Cüneyt Arkın eğitimi hayatının baş köşesi yapmış bir insandır.
Eğitime ve eğitimcilere saygısı o kadar büyüktür ki asıl ismi yerine
kullandığı CÜNEYT ARKIN ismindeki ARKIN bir yayınevi ismidir. O
kadar güzel ve acıklı bir hikaye ki. Malumunuz kendisi Tıp Fakültesi
mezunu. Öğrenci iken yoksulluktan, imkansızlıktan kitap almaya
gücü yok. O sırada kendisine kitap ödünç veren ( sonra da geri
istememiş tabi ) ve eğitim hayatına katkıda bulunan kişinin sahip
olduğu yayınevinin adı ARKIN yayınevi. Vefaya bakar mısınız Allah
aşkına. Ayrıca eğitimi ne kadar önemseyip hayatının merkezi
yaptığına. Sırf kendisine kitap verdiği için bunu hiç unutmamak
adına yayınevinin adını kendi soyadı yapıyor. Bana bir harf
öğretenin kırk yıl kölesi olurum diyen Hz.Ali nin bakış açısıyla bu
hareketi yapan insanın bakış açısı arasında bir fark görmüyorum.
Filmlerinde eleştirilecek şeyler var mıdır bilmiyorum. O
zamanın imkanları daha doğrusu imkansızlıkları içinde bana göre
maksimumu vermiştir Cüneyt abimiz. Ortaya bir ruh koymuştur.

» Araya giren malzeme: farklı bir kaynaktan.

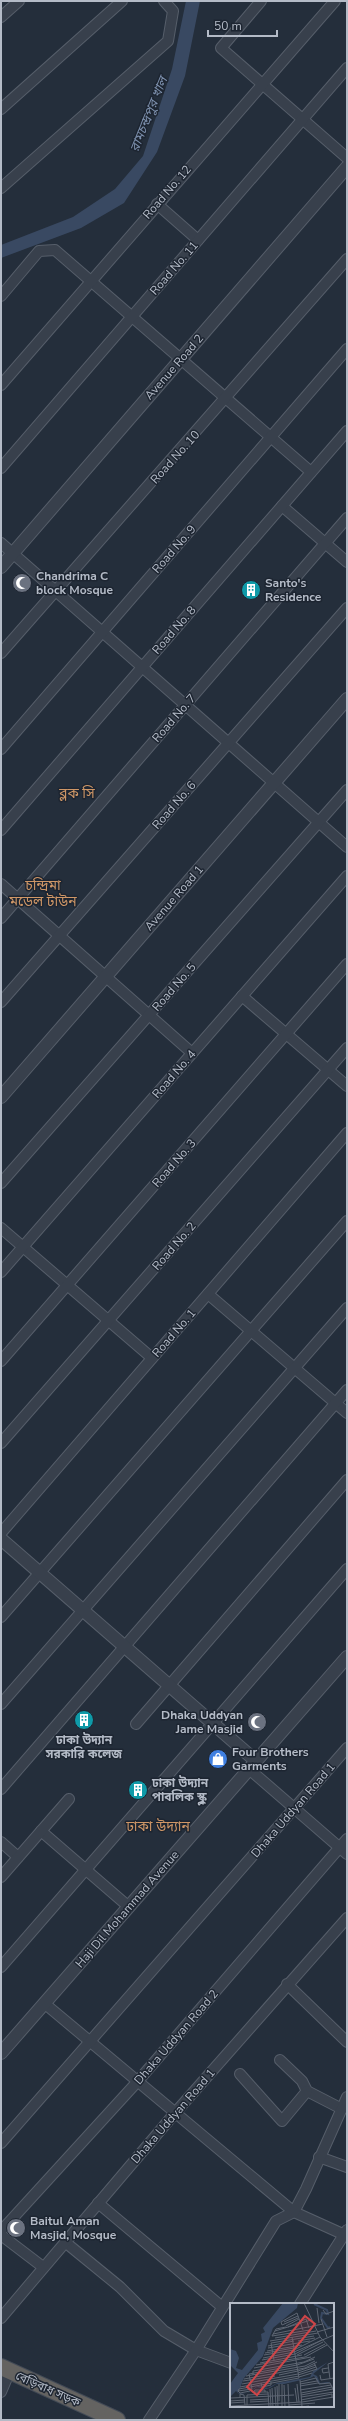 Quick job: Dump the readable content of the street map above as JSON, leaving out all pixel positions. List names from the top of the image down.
{
  "streets": {
    "highway": ["বেড়িবাধ সড়ক"],
    "street": [
      "Road No. 12",
      "Road No. 11",
      "Avenue Road 2",
      "Road No. 10",
      "Road No. 9",
      "Road No. 8",
      "Road No. 7",
      "Road No. 6",
      "Avenue Road 1",
      "Road No. 5",
      "Road No. 4",
      "Road No. 3",
      "Road No. 2",
      "Road No. 1",
      "Dhaka Uddyan Road 1",
      "Haji Dil Mohammad Avenue",
      "Dhaka Uddyan Road 2"
    ]
  },
  "districts": ["ব্লক সি", "চন্দ্রিমা মডেল টাউন", "ঢাকা উদ্যান"],
  "water": ["রামচন্দ্রপুর খাল"],
  "places": {
    "mosque": ["Chandrima C block Mosque", "Dhaka Uddyan Jame Masjid", "Baitul Aman Masjid, Mosque"],
    "building": ["Santo's Residence", "ঢাকা উদ্যান সরকারি কলেজ", "ঢাকা উদ্যান পাবলিক স্কুল"],
    "shop": ["Four Brothers Garments"]
  },
  "scale_bar": "50 m"
} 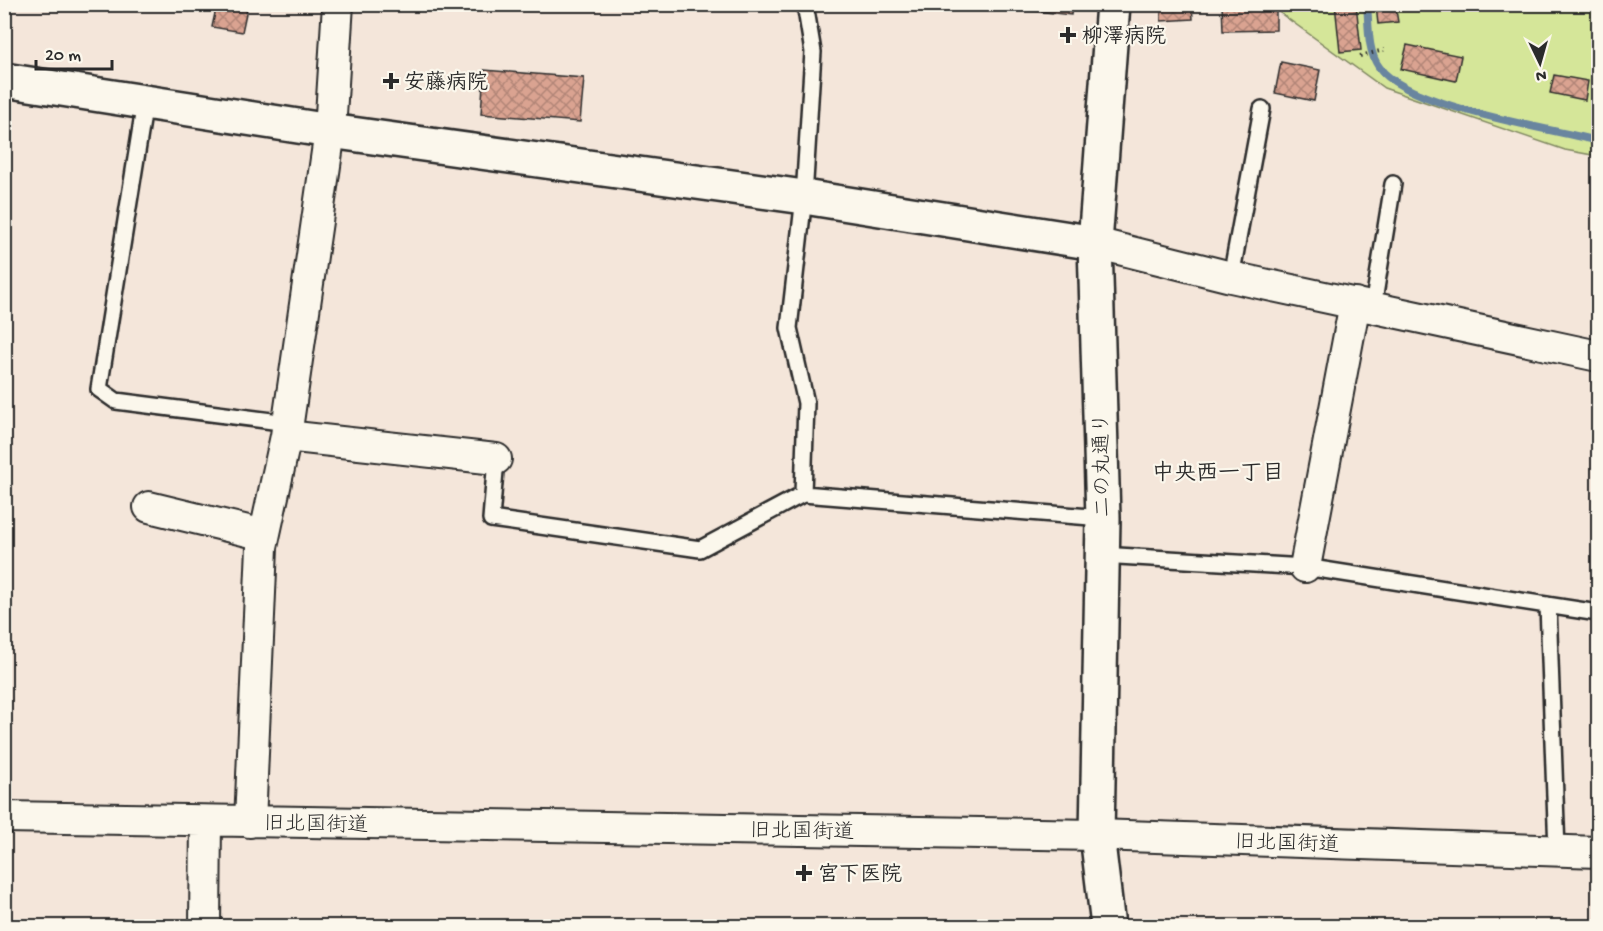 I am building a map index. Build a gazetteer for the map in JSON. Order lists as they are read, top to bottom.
{
  "streets": {
    "street": ["二の丸通り", "旧北国街道"]
  },
  "crossings": [
    ["二の丸通り", "旧北国街道"]
  ],
  "districts": ["中央西一丁目"],
  "places": {
    "health": ["柳澤病院", "安藤病院", "宮下医院"]
  },
  "scale_bar": "20 m",
  "north": "bottom"
}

Onun filmleri defalarca kez izlemiş olmama rağmen her defasında
beni mutlu eder. Mesele de bu değil mi zaten. Sanatçının başarısı
da bu değil mi ?
Cüneyt ağabeyimiz filmlerinde “……..Savulun Battal Gazi
geliyor……” diye nara atarken aslında hepimizin göğsü şöyle
kabarmıştır. Özene bezene bir yandan filmi izlerken bir yandan da
şöyle şanlı mazimize, cesaretle yoğrulmuş köklü yapımıza da bir
özlem duyarız. Atın üstünde kahramanlıklar yaptığımız, bir kişiyle
kale fethettiğimiz, yığınla adamı bir çırpıda havaya fırlattığımız
günlere. Çin’e uzaydan görülebilen seddi yaptırdığımız günlere
kadar bir mazi taraması yaparız. Film icabı biraz abartı sahneler
olabilir ama bir çoğu tarihimize yabancı şeyler değil inanın. Bu
sebeple Cüneyt Arkın zamanında kimsenin yapmadığını yapmıştır,
tarih bilincimize ve kültürümüze olan özsaygımızı artırmıştır. Hep
eleştiririz,elin Amerikalısının mazisi bile yok kendisini her yerde
kahraman gösterir, bizim bu kadar şanlı mazimiz var hiçbir şey
yapmıyoruz diye. Hayır aslında imkansızlıklarla dolu zorlu şartlarda
bu konuda Cüneyt abi üstüne düşeni yapmıştır bana göre.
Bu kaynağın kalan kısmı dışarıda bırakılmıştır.